[Merseburg] Willkürliche und grausame Abschiebepraxis


Am vergangenen Donnerstag, am 9.11.2017, wurde eine Person in den Niger abgeschoben, die kurz vor der Eheschließung stand und seit zwei Jahren einer geregelten Arbeit nachging. Zuständig ist die Ausländerbehörde in Merseburg (Saalekreis).
Pressemitteilung:
Willkürliche und grausame Abschiebepraxis

Berlin, 09.11.2017. / Quelle
Überraschend wurde unser Freund am 07.11.2017 in der Ausländerbehörde Merseburg festgenommen und ohne Vorankündigung heute (09.11.2017) in den Niger abgeschoben.
Die Eile dieser Maßnahmen ist wohl im Zusammenhang mit kürzlich geschlossenen Grenzsicherungsabkommen zu sehen. Neue politische Vorgaben werden hier über das Einzelschicksal unseres Freundes gestellt, die in diesem Kurzverfahren keinerlei Berücksichtigung fanden.
Persönlich kommt die Festnahme und Abschiebung überraschend, unser Freund plante seine Verlobte zu heiraten und wartete seit vier Monaten (die maximale Wartezeit beträgt 6 Monate) auf den Abschluss der entsprechenden Dokumentenprüfung.
Am 07.11.2017 ging unser Freund zu einem Termin in der Ausländerbehörde Merseburg, um seine Duldung verlängern zu lassen. Auf der Ausländerbehörde wurde er abrupt aus seinem und unserem Leben gerissen.

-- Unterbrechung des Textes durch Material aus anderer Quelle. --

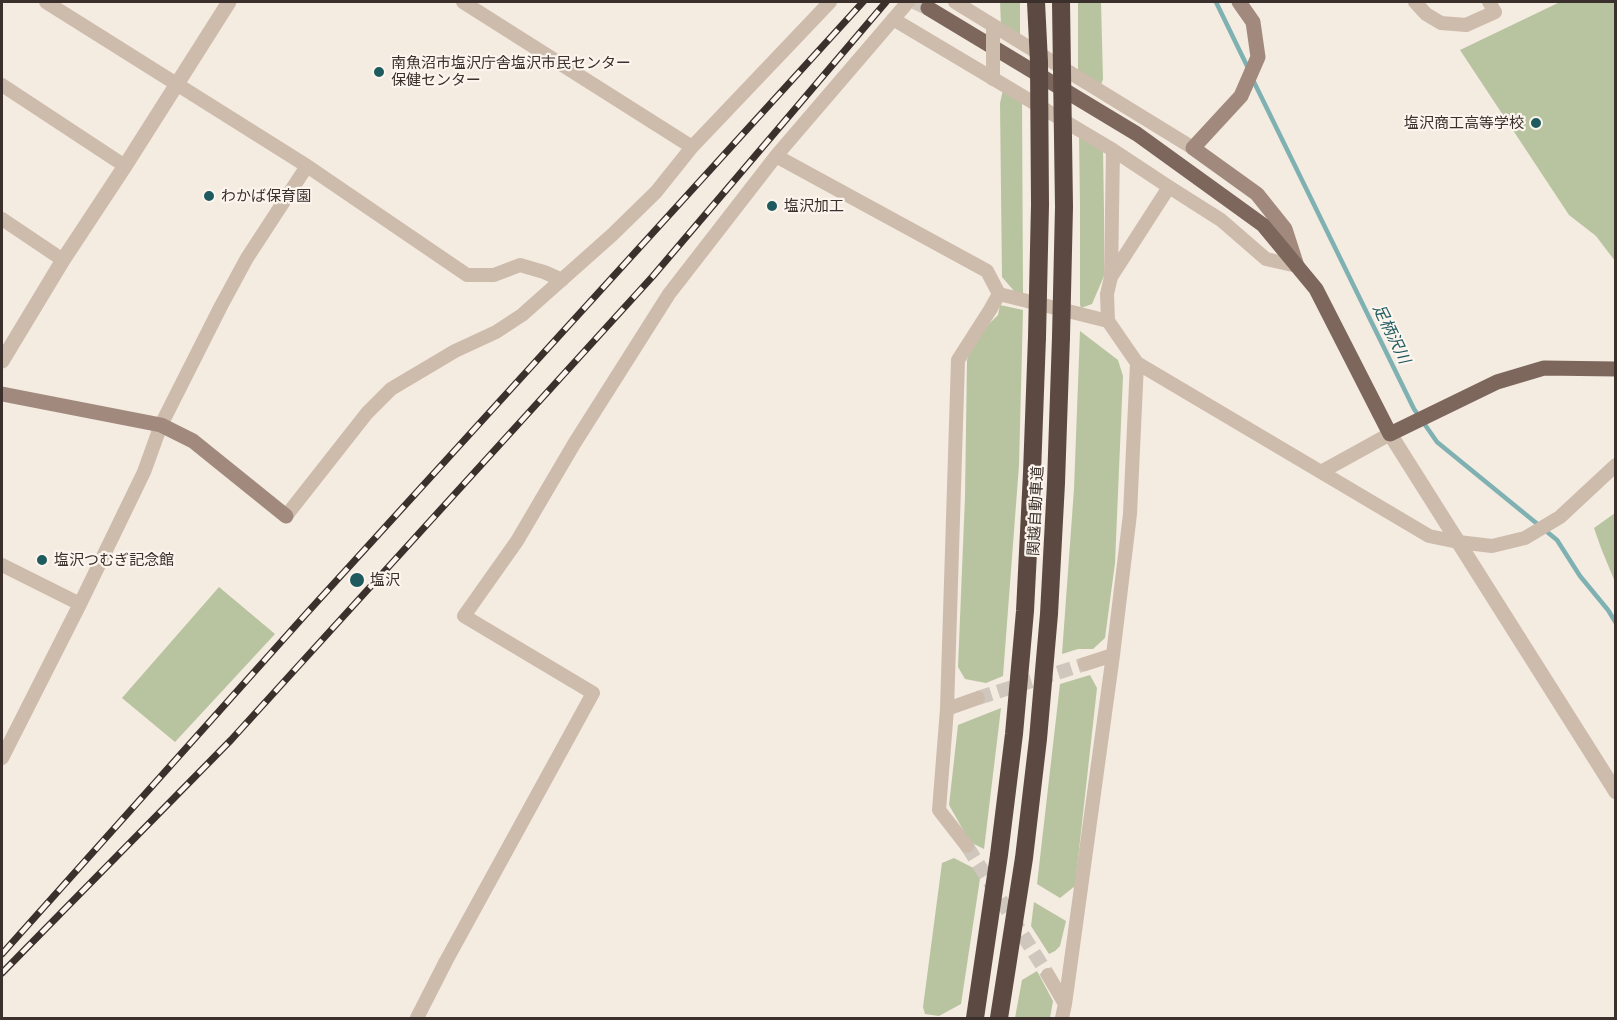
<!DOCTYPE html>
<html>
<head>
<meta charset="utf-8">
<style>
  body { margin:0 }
  #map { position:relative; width:1617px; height:1020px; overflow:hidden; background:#f4ebe1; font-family:Raleway,sans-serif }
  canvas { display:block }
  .frame { position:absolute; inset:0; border:3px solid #3b302b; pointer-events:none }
</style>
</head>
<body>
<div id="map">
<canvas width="1617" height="1020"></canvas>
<div class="frame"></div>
</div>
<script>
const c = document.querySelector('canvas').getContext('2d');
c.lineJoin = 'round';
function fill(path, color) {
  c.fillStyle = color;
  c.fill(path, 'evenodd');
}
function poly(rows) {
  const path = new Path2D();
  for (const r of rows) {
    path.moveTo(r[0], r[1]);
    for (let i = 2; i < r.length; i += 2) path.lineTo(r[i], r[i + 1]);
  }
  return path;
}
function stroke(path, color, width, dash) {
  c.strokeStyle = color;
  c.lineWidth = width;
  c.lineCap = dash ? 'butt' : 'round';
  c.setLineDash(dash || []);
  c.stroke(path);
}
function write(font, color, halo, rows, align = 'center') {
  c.font = font + ' Raleway,"Noto Sans JP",sans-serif';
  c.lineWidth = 4.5;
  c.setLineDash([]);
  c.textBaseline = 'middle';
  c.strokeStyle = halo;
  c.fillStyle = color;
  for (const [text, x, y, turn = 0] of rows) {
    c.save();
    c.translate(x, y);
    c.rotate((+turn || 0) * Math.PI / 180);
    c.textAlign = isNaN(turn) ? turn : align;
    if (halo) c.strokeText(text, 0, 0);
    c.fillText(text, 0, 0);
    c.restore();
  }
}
const green = poly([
  [1000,2,1020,2,1020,37,1001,25],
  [1078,2,1101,2,1103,79,1101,85,1078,72],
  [1560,2,1615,2,1615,261,1596,236,1569,215,1460,50],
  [1003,90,1022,101,1023,295,1014,291,1002,277,1000,103],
  [1079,134,1103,148,1104,212,1104,276,1092,304,1081,308,1080,305,1080,205],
  [1000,305,1023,310,1019,465,1003,676,986,683,965,679,958,667,965,497,967,360,972,344,982,331,998,315],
  [1080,331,1118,360,1123,376,1115,563,1105,638,1093,649,1078,649,1062,654,1074,489],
  [1615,513,1615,582,1601,548,1594,528],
  [219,587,275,634,175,742,122,698],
  [1090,675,1097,688,1075,886,1060,898,1037,884,1060,684],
  [1001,708,984,849,970,842,949,805,958,725],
  [954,858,981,872,961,1004,939,1016,925,1014,923,1007,942,863],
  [1034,902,1066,921,1060,946,1055,951,1049,954,1031,926],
  [1037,971,1053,1001,1050,1018,1015,1018,1022,980]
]);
const stream = poly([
  [1216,2,1249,70],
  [1253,80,1414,409,1437,442,1557,540,1580,576,1608,610,1616,623]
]);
const minorTunnel = poly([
  [978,698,1085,664],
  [967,846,1048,975]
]);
const primaryTunnel = poly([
  [915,2,928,8]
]);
const minor = poly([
  [46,2,307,166,467,275,494,275,520,265,544,272,562,280],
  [463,2,692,147],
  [955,2,1193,148],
  [1415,2,1426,14,1441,23,1466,25,1495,12,1489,2],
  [893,19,1113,150,1169,187,1221,220,1266,259,1297,266],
  [2,85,125,166],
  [776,156,987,271,999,294,1108,321],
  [1169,187,1111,277,1107,294,1108,321,1137,363,1321,472,1390,434],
  [2,219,63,260],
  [1111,275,1113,150],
  [1321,472,1429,536,1458,542,1492,546,1525,538,1560,517,1616,465],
  [286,516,367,413,391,389,455,351,496,332,522,315,612,235,656,192,692,147,830,2],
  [2,565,80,604],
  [1085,664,1113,655],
  [947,709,978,698],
  [2,758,80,604,144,472,161,425,221,306,247,258,307,166],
  [967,846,939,810,947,709,958,360,990,310,999,294],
  [1048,975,1065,1004],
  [417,1018,446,961,593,693,464,616,517,541,574,444,669,294,776,156,908,2],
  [1062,1018,1065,1004,1113,655,1130,514,1137,363]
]);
const tertiary = poly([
  [2,361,63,260,125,166,229,2],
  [1390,434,1616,792]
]);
const secondary = poly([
  [1239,2,1253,22,1258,57,1241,96,1193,148,1257,194,1285,229,1297,266],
  [2,394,161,425,193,441,286,516]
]);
const primary = poly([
  [928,8,1137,134,1263,225,1316,289,1390,434,1497,382,1544,368,1616,369]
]);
const motorway = poly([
  [975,1018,999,855,1014,734,1025,611,1032,473,1037,337],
  [999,1018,1024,858,1038,739,1049,614,1056,483,1061,337]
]);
const rail = poly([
  [2,954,306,614,863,2],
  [2,973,231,740,653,276,886,2]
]);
const minorBridge = poly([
  [993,79,993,26]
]);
const motorwayBridge = poly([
  [1036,2,1039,62,1040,205,1037,337],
  [1061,2,1064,207,1061,337]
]);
const markers = [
  [379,72,6,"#1f5a5e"],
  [1536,123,6,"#1f5a5e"],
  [209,196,6,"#1f5a5e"],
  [772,206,6,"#1f5a5e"],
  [42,560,6,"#1f5a5e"],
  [357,580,8,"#1f5a5e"]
];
const poiNames = [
  ["南魚沼市塩沢庁舎塩沢市民センター",391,63],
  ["保健センター",391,80],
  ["塩沢商工高等学校",1524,123,"right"],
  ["わかば保育園",221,196],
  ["塩沢加工",784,206],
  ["塩沢つむぎ記念館",54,560],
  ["塩沢",370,580]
];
const streetNames = [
  ["関越自動車道",1036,511,-87]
];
const waterNames = [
  ["足柄沢川",1391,334,64]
];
fill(green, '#b8c4a0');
stroke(stream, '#7fb0b2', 4.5);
stroke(minorTunnel, '#cfc6bd', 14, [14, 7]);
stroke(primaryTunnel, '#cfc6bd', 15, [15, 8]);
stroke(minor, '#cdbbac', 14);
stroke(tertiary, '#cdbbac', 15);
stroke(secondary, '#a18a7d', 15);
stroke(primary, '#7d675c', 15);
stroke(motorway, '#5c4a42', 18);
stroke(rail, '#3b302b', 7);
stroke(rail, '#fbf5ee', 4.5, [14]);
stroke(minorBridge, '#cdbbac', 14);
stroke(motorwayBridge, '#5c4a42', 18);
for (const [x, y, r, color] of markers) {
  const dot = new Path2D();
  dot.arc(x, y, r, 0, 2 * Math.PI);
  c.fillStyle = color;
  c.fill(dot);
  stroke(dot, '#fbf5ee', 2);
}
write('15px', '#3b302b', '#fbf5ee', poiNames, 'left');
write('15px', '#3b302b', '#fbf5ee', streetNames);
write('italic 16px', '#1f5a5e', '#fbf5ee', waterNames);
</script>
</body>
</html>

Die Abschiebung wurde vollzogen, obwohl ein Antrag bei der Härtefallkommission Sachsen-Anhalt gestellt wurde.
Unser Freund ging seit zwei Jahren einer geregelten Arbeit als Gerüstbauer nach, für die er ab Januar einen unbefristeten Vertrag in Aussicht hatte. Er lebte gemeinsam mit seiner Verlobten unter der Woche in Berlin und war dabei, sich eine gesicherte Existenz in Deutschland aufzubauen. Er hat viele Freunde in Berlin gefunden, die ihn sehr vermissen werden.
Wir sind geschockt, wütend und traurig über das grausame Vorgehen der Ausländerbehörde!
Wir fordern:
DIE AUSSETZUNG DER ABSCHIEBUNG BZW. EINE KURZE BEFRISTUNG DER EINREISESPERRE FÜR EINE WIEDEREINREISE!

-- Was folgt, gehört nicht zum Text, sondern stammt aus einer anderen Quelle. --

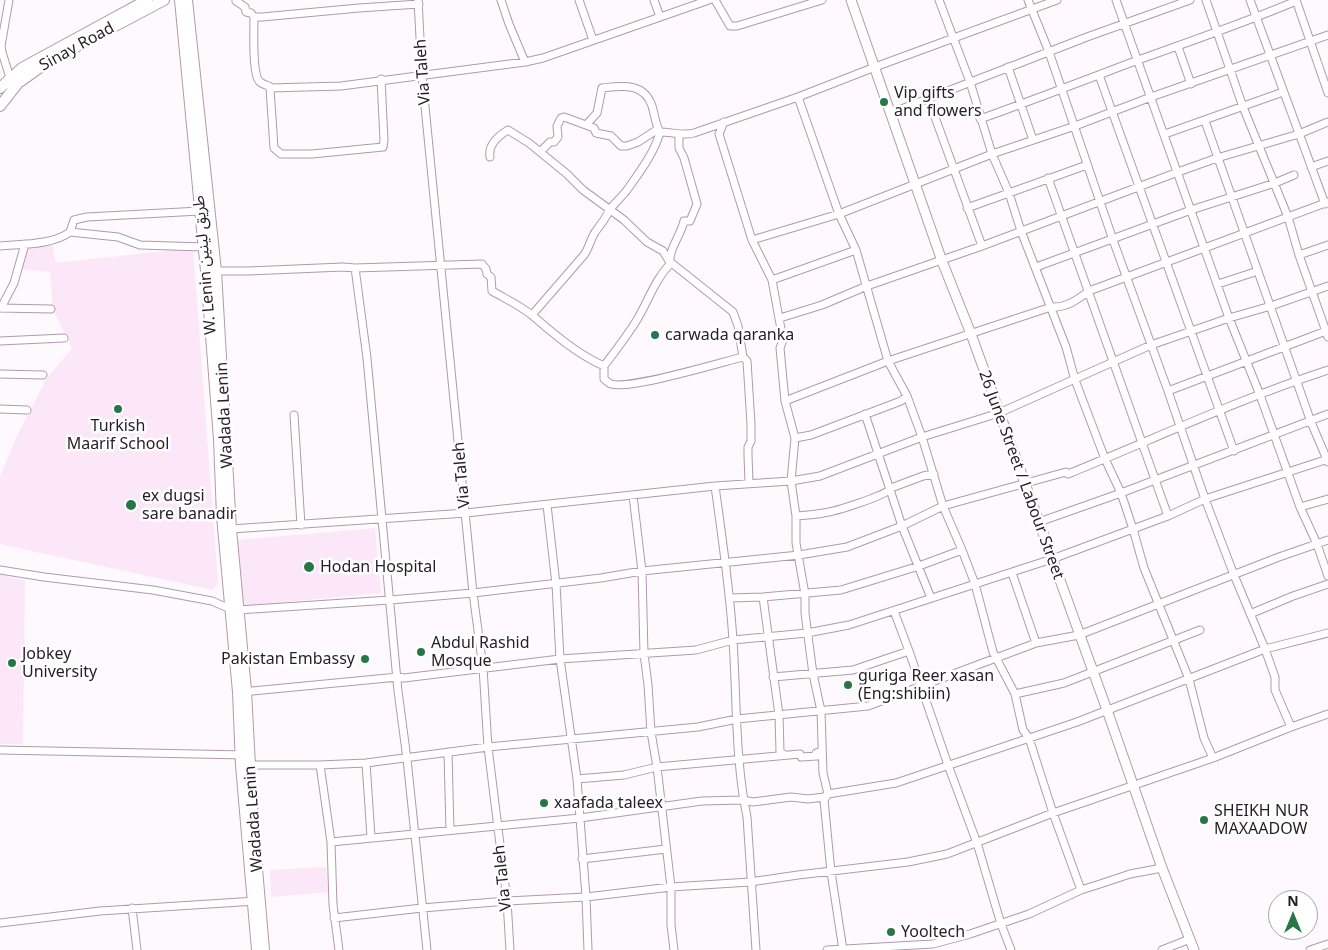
<!DOCTYPE html>
<meta charset="utf-8">
<style>
body{margin:0}
#map{position:relative;width:1328px;height:950px;overflow:hidden;background:#fef9fd;font-family:"Noto Sans",sans-serif}
canvas{display:block}
.north{position:absolute;left:1268px;top:890px;width:50px;height:50px;box-sizing:border-box;background:#fff;border:1px solid #a9a5a8;border-radius:50%;rotate:0deg;font-size:14px;font-weight:700;line-height:20px;text-align:center;color:#271d25}
.north::after{content:'';display:block;margin:auto;width:18px;height:22px;background:#267646;clip-path:polygon(50% 0,100% 100%,50% 72%,0 100%)}
</style>
<div id="map">
<canvas width="1328" height="950"></canvas>
<div class="north">N</div>
</div>
<script>
const c = document.querySelector('canvas').getContext('2d');
c.lineJoin = 'round';
function fill(path, color) { c.fillStyle = color; c.fill(path, 'evenodd'); }
function strokePath(path, color, width, dash) { c.strokeStyle = color; c.lineWidth = width; c.lineCap = dash ? 'butt' : 'round'; c.setLineDash(dash || []); c.stroke(path); }
function label(font, color, halo, rows, align = 'center') {
  c.font = font + ' "Noto Sans","Noto Sans Arabic",sans-serif'; c.lineWidth = 5; c.setLineDash([]); c.textBaseline = 'middle'; c.strokeStyle = halo; c.fillStyle = color; for (const [text, x, y, turn = 0] of rows) {
    c.save(); c.translate(x, y); c.rotate((+turn || 0) * Math.PI / 180); c.textAlign = isNaN(turn) ? turn : align; if (halo) c.strokeText(text, 0, 0); c.fillText(text, 0, 0); c.restore();
  }
}
const built = new Path2D(`
 M 52,243 L 56,263 L 193,248 L 218,583 L 213,590 L 0,544 L 0,476 L 16,438 L 46,380 L 72,348 L 53,310 L 50,272 L 22,269 L 27,247 Z
 M 375,528 L 381,593 L 243,606 L 237,540 Z
 M 0,574 L 25,581 L 23,744 L 0,744 Z
 M 326,867 L 328,892 L 271,897 L 270,870 Z`);
const minor = new Path2D(`
 M 9,0 L 1,46 L 2,52 L 10,78
 M 418,0 L 422,76 L 473,593 L 483,668 L 488,747 L 507,901 L 510,950
 M 501,0 L 509,24 L 525,62
 M 579,0 L 593,40
 M 654,0 L 660,17
 M 715,0 L 730,26 L 737,26 L 822,0
 M 939,0 L 970,82 L 992,154 L 1009,193 L 1021,231 L 1066,347 L 1075,380 L 1105,459 L 1121,493 L 1133,529 L 1144,568 L 1189,679 L 1204,738 L 1213,758
 M 1028,0 L 1049,52 L 1113,240 L 1168,391 L 1205,499 L 1234,575 L 1265,649 L 1275,677 L 1275,690 L 1291,727
 M 1116,0 L 1229,318 L 1260,395 L 1300,507 L 1317,544 L 1328,576
 M 1206,0 L 1243,107 L 1288,217 L 1299,255 L 1328,337
 M 1250,0 L 1325,204
 M 1296,0 L 1328,93
 M 236,1 L 245,7 L 246,12 L 251,13 L 254,17 L 262,17 L 359,8 L 419,4
 M 254,17 C 254,29 252,72 259,81 C 262,84 265,85 269,86 L 270,88 L 341,86 L 525,62 L 543,58 L 709,0
 M 1178,47 L 1191,84
 M 1008,67 L 1033,140
 M 1099,75 L 1234,451
 M 270,88 L 274,148 L 281,154 L 312,154 L 383,147 L 384,140 L 381,79
 M 798,97 L 839,214 L 856,250 L 888,361 L 907,396 L 922,437 L 943,506 L 962,550 L 975,584 L 993,652 L 1015,694 L 1023,730 L 1029,738 L 1053,813 L 1081,890
 M 928,98 L 982,246
 M 891,113 L 1087,37 L 1190,0
 M 980,119 C 1033,100 1085,80 1138,60 C 1191,41 1244,23 1296,1
 M 1205,121 L 1311,422 L 1328,462
 M 724,122 L 719,134 L 752,240 L 772,280 L 783,340 L 780,348 L 785,401 L 795,438 L 791,481 L 796,516 L 796,543 L 805,594 L 805,613 L 813,674 L 821,711 L 823,773 L 828,794 L 824,800 L 831,872 L 843,950
 M 586,125 L 597,113 L 602,88 C 622,86 644,82 652,106 C 655,115 655,124 660,132 C 672,132 683,136 694,133 L 798,97 L 875,67 L 1057,0
 M 1165,134 L 1283,92
 M 540,152 L 550,142 L 554,142 L 558,137 L 557,126 L 561,118 L 564,117 L 594,128 L 596,133 L 611,136 L 621,146 L 627,146 L 638,142 L 658,129
 M 490,157 C 488,145 498,136 508,130 L 529,143 L 567,174 L 583,190 L 624,220 L 647,242 L 663,251 L 669,261 L 733,312 L 738,326 L 743,357 L 747,361 L 751,424 L 751,441 L 748,447 L 748,455 L 749,483
 M 1311,167 L 1328,161
 M 1048,178 L 1168,516
 M 967,208 L 1087,165
 M 70,232 L 74,220 L 87,217 L 200,211
 M 752,240 L 839,214 L 992,154 L 1075,126 L 1151,97 L 1328,35
 M 0,246 C 21,244 53,245 70,232 L 118,237 L 140,245 L 204,247
 M 1299,255 L 1328,245
 M 1036,267 L 1191,210 L 1275,183 L 1294,175
 M 355,268 L 367,358 L 398,691 L 407,759 L 427,950
 M 211,271 L 248,271 L 343,267 L 355,268 L 482,264 L 486,269 L 487,274 L 491,277 L 492,291 C 506,299 521,306 533,316 C 555,335 577,354 604,366 C 616,350 628,335 638,318 C 649,299 655,280 670,264 C 668,250 681,235 684,221 L 690,221 L 697,204 L 684,158 L 679,148 L 679,134
 M 772,280 L 856,250
 M 1218,284 L 1258,271
 M 0,308 L 51,309
 M 1,308 L 14,283 L 25,244
 M 532,315 L 584,255 C 589,248 590,241 594,234 C 599,226 605,220 609,211 C 613,204 622,197 627,190 C 639,173 655,152 660,132
 M 780,318 L 822,305 L 867,286 L 982,246 L 1178,172 L 1217,158 L 1299,134 L 1328,122
 M 0,341 L 64,338
 M 604,366 L 604,379 C 607,381 608,383 611,384 C 630,390 719,363 743,357
 M 0,374 L 43,375
 M 1168,391 L 1326,331
 M 785,401 L 888,361 L 1051,307 C 1066,308 1077,300 1089,291 L 1328,202
 M 0,409 L 27,410
 M 865,414 L 902,526 L 931,598
 M 294,415 L 301,525
 M 795,438 L 811,435 L 901,401 L 907,396
 M 715,486 C 722,538 730,589 733,641 C 737,699 735,760 747,817 L 756,950
 M 633,496 L 642,571 L 644,654 L 648,685 L 651,732 L 657,767 L 671,887 L 671,925 L 674,950
 M 547,505 L 556,584 L 560,659 L 577,779 L 586,897 L 588,950
 M 1300,507 L 1328,499
 M 796,516 C 805,515 814,515 823,513 C 834,512 888,495 891,488 L 923,476 L 934,474
 M 1039,522 L 1121,493 L 1328,414
 M 231,529 L 466,513 L 715,486 L 791,481 L 820,476 L 922,437 L 999,413 L 1151,345 L 1229,318 L 1271,306 L 1328,286
 M 0,570 L 44,577 L 153,590 L 212,601 L 230,609 L 238,610 L 390,600 L 473,593 L 601,578 L 642,571 L 799,555 L 847,547 L 902,526 L 943,506 L 1066,472 L 1068,474 C 1154,439 1239,399 1328,370
 M 1012,573 L 1036,643
 M 763,597 L 779,715 L 780,752 L 785,755
 M 729,598 L 763,597 L 841,590 L 919,566 L 962,550
 M 894,611 L 909,651 L 948,765 L 977,843 L 1001,924 L 1011,950
 M 1250,614 L 1293,596 L 1328,584
 M 773,677 L 853,670 L 909,651
 M 242,692 L 398,677 L 404,678 L 560,659 L 696,650 L 733,640 L 807,633 L 849,625 L 1052,559 L 1168,516 L 1205,499 L 1328,459
 M 1015,694 L 1064,683 L 1200,630
 M 0,750 L 245,755
 M 448,752 L 450,830
 M 366,763 L 371,837
 M 247,765 L 320,765 L 366,763 L 488,747 L 698,727 L 737,719 L 868,706 L 1036,643 L 1079,635 L 1279,557 L 1328,540
 M 320,765 L 331,842 L 333,905 L 339,950
 M 577,779 L 624,775 L 657,767 L 800,754 L 801,757 L 817,756 L 816,753 L 822,751
 M 331,842 L 580,818 L 702,801 L 743,800 L 753,802 L 791,797 L 808,799 L 824,797 L 828,794 L 896,783 L 1077,722 L 1265,649 L 1328,633
 M 582,859 L 666,849
 M 132,908 L 137,950
 M 334,918 L 422,908 L 507,901 L 586,897 L 671,887 L 750,882 L 798,875 L 908,862 L 947,854 L 1053,813 L 1213,758 L 1291,727 L 1328,714
 M 0,923 L 100,911 L 256,901
 M 827,950 L 933,944 L 970,934 L 1029,914 L 1081,890 L 1100,884 L 1130,874 L 1162,868
 M 1162,950 L 1190,939
 M 1310,950 L 1328,944`);
const tertiary = new Path2D(`
 M 851,0 L 942,261 L 971,334 L 1107,710 L 1162,868 L 1194,950`);
const secondary = new Path2D(`
 M 180,0 L 206,271 L 219,439 L 222,516 L 238,692 L 241,765 L 257,950
 M 187,0 L 216,271 L 231,529 L 246,691 L 253,822 L 264,950
 M 0,88 L 22,68 L 147,0
 M 0,106 L 18,83 L 49,61 L 164,0`);
const markers = [
 [884,102,5,"#267646"],
 [655,335,5,"#267646"],
 [118,409,5,"#267646"],
 [131,505,6,"#267646"],
 [309,567,6,"#267646"],
 [421,652,5,"#267646"],
 [365,659,5,"#267646"],
 [12,663,5,"#267646"],
 [848,685,5,"#267646"],
 [544,803,5,"#267646"],
 [1204,820,5,"#267646"],
 [891,932,5,"#267646"]
];
const streetNames = [
 ["Sinay Road",77,47,-29],
 ["Via Taleh",423,72,-94],
 ["W. Lenin طريق لينين",205,265,-95],
 ["Wadada Lenin",225,415,-93],
 ["Via Taleh",462,475,-95],
 ["26 June Street / Labour Street",1021,475,70],
 ["Wadada Lenin",254,819,-94],
 ["Via Taleh",503,878,-96]
];
const poiNames = [
 ["Vip gifts",894,93],
 ["and flowers",894,111],
 ["carwada qaranka",665,335],
 ["Turkish",118,426,"center"],
 ["Maarif School",118,444,"center"],
 ["ex dugsi",142,496],
 ["sare banadir",142,514],
 ["Hodan Hospital",320,567],
 ["Abdul Rashid",431,643],
 ["Mosque",431,661],
 ["Jobkey",22,654],
 ["University",22,672],
 ["Pakistan Embassy",355,659,"right"],
 ["guriga Reer xasan",858,676],
 ["(Eng:shibiin)",858,694],
 ["xaafada taleex",554,803],
 ["SHEIKH NUR",1214,811],
 ["MAXAADOW",1214,829],
 ["Yooltech",901,932]
];
fill(built, '#fbe7f7');
strokePath(minor, '#b299ac', 9);
strokePath(tertiary, '#b299ac', 11);
strokePath(secondary, '#b299ac', 12);
strokePath(minor, '#fff', 7);
strokePath(tertiary, '#fff', 9);
strokePath(secondary, '#fff', 10);
for (const [x, y, r, color] of markers) { const dot = new Path2D(); dot.arc(x, y, r, 0, 2 * Math.PI); c.fillStyle = color; c.fill(dot); strokePath(dot, '#fff', 2); }
label('16px', '#271d25', '#fff', streetNames);
label('16px', '#271d25', '#fff', poiNames, 'left');
</script>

DIE DEUTSCHEN BEHÖRDEN AUF, SEINE HOCHZEITSPLÄNE ZU UNTERSTÜTZEN!
WIR FORDERN DAS INNENMINISTERIUM AUF, PRÜFUNGEN DURCH DIE HÄRTEFALLKOMMISSION ZU RESPEKTIEREN UND IN DER ZWISCHENZEIT AUF ABSCHIEBUNGEN ZU VERZICHTEN!
STOPP DER WILLKÜR DER AUSLÄNDERBEHÖRDE MERSEBURG!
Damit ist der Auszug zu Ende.